## What is being asked:
Each line below with the word "Gesalibar" needs to be copied.

## Working data:

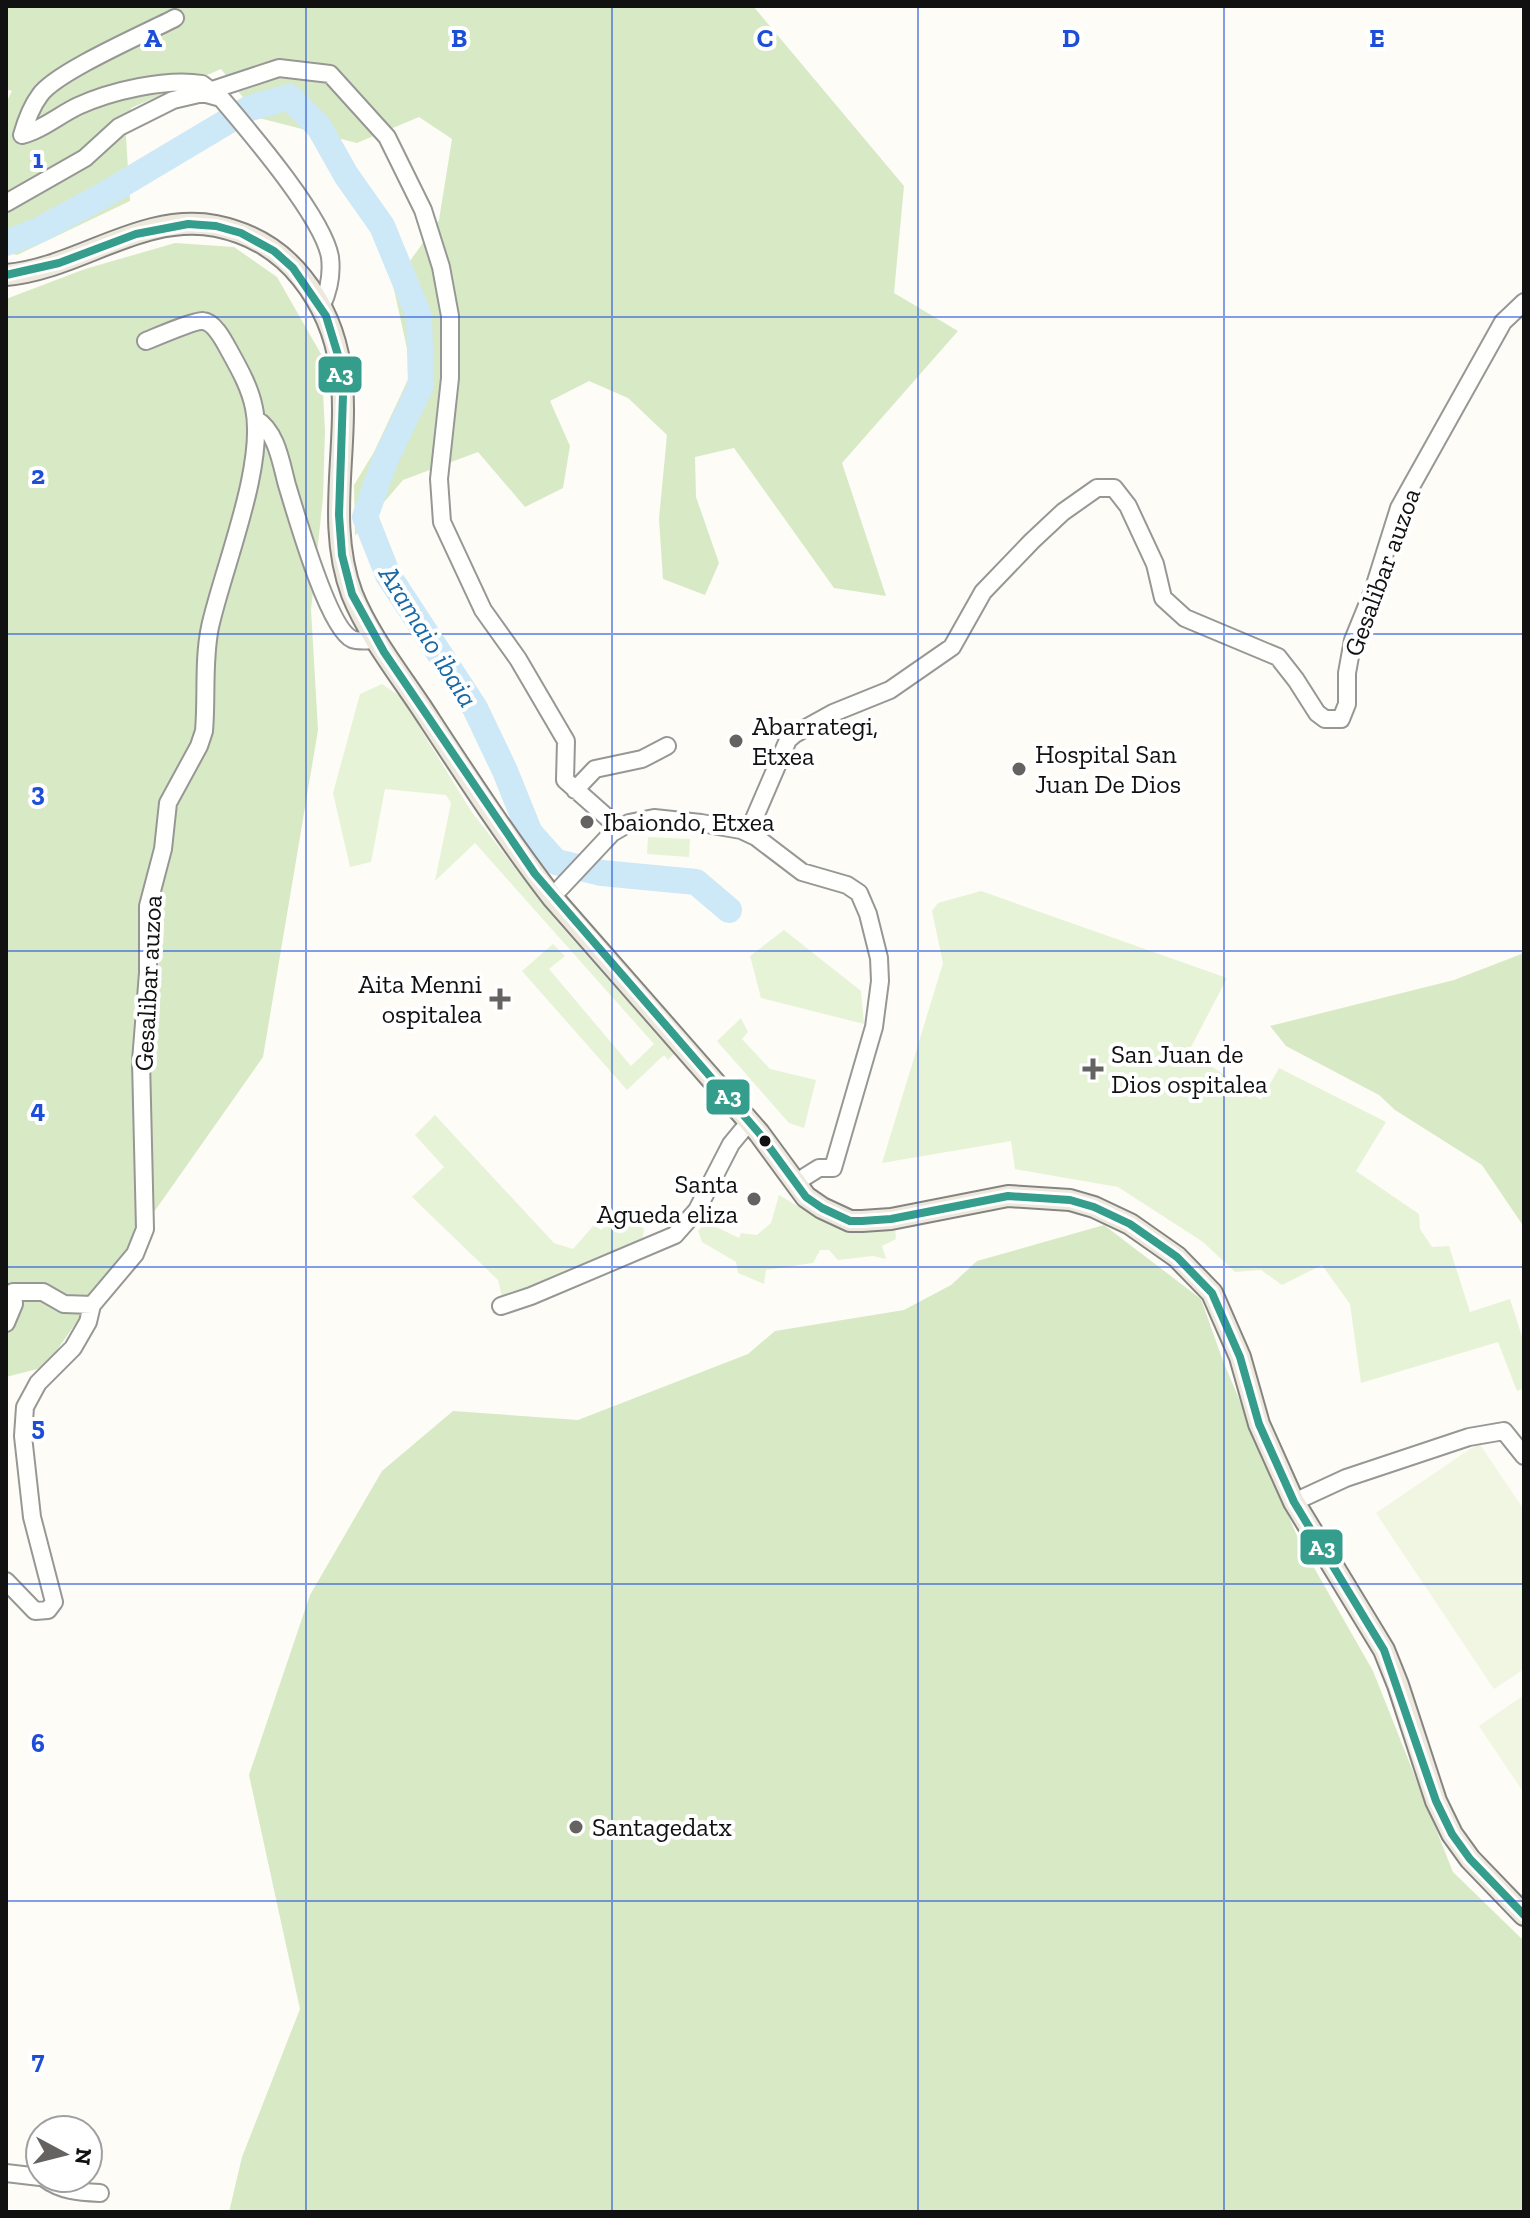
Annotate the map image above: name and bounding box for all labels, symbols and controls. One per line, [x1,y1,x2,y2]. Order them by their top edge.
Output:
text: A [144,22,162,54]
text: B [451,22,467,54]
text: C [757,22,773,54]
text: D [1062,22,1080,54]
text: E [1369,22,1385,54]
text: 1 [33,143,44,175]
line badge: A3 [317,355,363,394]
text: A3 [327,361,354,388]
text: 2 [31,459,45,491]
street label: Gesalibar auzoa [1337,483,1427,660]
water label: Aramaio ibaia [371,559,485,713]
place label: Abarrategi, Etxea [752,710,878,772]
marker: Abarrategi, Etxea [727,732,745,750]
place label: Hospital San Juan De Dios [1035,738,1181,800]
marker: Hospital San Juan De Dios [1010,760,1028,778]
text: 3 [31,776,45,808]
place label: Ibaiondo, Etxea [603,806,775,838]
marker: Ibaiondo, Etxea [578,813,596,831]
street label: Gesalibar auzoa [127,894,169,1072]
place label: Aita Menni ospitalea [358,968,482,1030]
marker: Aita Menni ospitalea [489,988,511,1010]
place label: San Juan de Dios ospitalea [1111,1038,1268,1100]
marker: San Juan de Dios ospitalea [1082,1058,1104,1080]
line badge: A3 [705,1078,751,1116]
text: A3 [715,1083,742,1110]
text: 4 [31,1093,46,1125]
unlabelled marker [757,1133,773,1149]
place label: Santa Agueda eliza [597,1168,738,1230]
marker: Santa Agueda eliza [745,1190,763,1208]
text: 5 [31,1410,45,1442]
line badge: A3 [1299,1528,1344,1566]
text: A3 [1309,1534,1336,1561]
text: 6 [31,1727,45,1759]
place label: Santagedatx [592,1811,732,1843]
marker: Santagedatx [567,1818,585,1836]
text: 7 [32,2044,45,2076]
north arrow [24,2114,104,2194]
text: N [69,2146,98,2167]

* * *

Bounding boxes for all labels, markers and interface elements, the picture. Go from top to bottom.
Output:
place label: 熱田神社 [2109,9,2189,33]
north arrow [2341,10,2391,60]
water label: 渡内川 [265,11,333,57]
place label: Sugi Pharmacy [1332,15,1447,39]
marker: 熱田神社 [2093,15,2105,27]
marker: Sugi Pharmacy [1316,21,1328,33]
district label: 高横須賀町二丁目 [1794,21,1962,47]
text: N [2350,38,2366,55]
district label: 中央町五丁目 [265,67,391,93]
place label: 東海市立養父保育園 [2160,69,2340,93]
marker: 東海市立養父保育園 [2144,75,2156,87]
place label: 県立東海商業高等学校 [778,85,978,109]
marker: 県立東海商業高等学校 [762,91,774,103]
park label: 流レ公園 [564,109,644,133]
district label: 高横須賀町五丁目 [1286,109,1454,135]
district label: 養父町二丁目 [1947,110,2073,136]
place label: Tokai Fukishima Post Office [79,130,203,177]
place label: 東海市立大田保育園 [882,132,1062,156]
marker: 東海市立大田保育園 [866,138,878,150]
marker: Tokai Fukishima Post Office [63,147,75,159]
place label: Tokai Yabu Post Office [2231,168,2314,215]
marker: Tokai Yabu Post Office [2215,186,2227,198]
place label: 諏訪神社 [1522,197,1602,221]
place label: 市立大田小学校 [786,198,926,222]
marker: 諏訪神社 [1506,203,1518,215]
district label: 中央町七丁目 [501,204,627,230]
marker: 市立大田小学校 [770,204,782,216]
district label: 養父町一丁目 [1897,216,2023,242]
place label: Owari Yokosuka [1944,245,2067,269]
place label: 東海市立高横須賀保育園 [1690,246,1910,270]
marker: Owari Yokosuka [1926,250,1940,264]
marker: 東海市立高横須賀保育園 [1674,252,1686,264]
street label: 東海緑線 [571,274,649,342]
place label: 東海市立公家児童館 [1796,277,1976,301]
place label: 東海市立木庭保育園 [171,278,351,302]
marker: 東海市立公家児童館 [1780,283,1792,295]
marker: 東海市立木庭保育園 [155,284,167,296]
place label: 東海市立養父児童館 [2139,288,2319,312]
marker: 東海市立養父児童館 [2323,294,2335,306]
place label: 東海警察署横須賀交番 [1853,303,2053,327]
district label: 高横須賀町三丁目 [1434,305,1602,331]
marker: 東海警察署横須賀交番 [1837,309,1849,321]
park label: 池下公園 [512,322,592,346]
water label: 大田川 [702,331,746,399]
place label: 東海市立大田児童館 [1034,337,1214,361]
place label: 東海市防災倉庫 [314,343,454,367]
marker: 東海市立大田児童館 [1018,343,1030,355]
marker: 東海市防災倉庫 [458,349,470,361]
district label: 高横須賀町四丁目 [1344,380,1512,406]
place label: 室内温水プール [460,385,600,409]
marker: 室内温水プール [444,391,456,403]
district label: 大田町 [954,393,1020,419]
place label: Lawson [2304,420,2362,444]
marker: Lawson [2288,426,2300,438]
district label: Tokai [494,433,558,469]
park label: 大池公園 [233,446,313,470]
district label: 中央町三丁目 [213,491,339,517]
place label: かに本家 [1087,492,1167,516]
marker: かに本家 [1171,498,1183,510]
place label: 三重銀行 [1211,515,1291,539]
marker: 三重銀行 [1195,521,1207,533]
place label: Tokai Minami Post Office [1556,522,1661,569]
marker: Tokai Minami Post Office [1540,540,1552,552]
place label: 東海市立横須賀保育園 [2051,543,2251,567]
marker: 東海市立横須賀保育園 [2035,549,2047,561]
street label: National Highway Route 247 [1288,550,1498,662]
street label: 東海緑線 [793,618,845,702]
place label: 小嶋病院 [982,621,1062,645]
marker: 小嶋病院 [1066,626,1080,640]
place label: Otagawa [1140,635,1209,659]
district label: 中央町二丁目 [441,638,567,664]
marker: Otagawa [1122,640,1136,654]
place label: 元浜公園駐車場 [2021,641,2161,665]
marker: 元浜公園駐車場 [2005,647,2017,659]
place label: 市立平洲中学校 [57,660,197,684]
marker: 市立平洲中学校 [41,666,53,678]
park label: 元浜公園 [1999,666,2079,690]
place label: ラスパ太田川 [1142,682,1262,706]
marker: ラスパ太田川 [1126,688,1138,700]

...

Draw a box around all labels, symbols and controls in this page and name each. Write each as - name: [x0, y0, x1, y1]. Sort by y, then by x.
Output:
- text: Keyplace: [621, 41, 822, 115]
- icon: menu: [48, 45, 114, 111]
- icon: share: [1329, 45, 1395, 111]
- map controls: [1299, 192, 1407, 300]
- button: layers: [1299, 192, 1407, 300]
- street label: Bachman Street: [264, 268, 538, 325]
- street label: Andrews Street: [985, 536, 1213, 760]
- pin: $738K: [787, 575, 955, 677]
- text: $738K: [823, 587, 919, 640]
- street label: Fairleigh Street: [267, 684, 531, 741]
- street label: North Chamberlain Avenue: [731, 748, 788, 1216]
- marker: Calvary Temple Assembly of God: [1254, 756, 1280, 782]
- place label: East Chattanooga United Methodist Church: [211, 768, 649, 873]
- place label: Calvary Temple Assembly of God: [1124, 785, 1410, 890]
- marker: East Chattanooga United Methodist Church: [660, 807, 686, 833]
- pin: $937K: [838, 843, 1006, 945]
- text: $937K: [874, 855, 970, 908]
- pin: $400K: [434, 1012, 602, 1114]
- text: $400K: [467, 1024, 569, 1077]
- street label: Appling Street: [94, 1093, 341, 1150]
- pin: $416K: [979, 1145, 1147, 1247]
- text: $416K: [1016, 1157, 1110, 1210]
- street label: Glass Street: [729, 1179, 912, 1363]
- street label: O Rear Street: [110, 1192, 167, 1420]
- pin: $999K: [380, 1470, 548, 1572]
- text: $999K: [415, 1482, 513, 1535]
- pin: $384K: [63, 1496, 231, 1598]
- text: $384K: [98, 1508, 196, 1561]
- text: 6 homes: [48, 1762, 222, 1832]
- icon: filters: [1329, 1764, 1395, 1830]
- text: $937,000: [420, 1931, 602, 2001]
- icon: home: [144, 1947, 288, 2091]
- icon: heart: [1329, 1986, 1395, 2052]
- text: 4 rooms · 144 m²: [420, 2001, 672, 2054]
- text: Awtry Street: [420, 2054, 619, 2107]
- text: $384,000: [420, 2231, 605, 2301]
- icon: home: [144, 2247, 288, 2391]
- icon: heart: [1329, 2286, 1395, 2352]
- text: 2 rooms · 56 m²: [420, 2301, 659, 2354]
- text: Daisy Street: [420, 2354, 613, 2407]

## Answer to this problem:
street label: Gesalibar auzoa [1337,483,1427,660]
street label: Gesalibar auzoa [127,894,169,1072]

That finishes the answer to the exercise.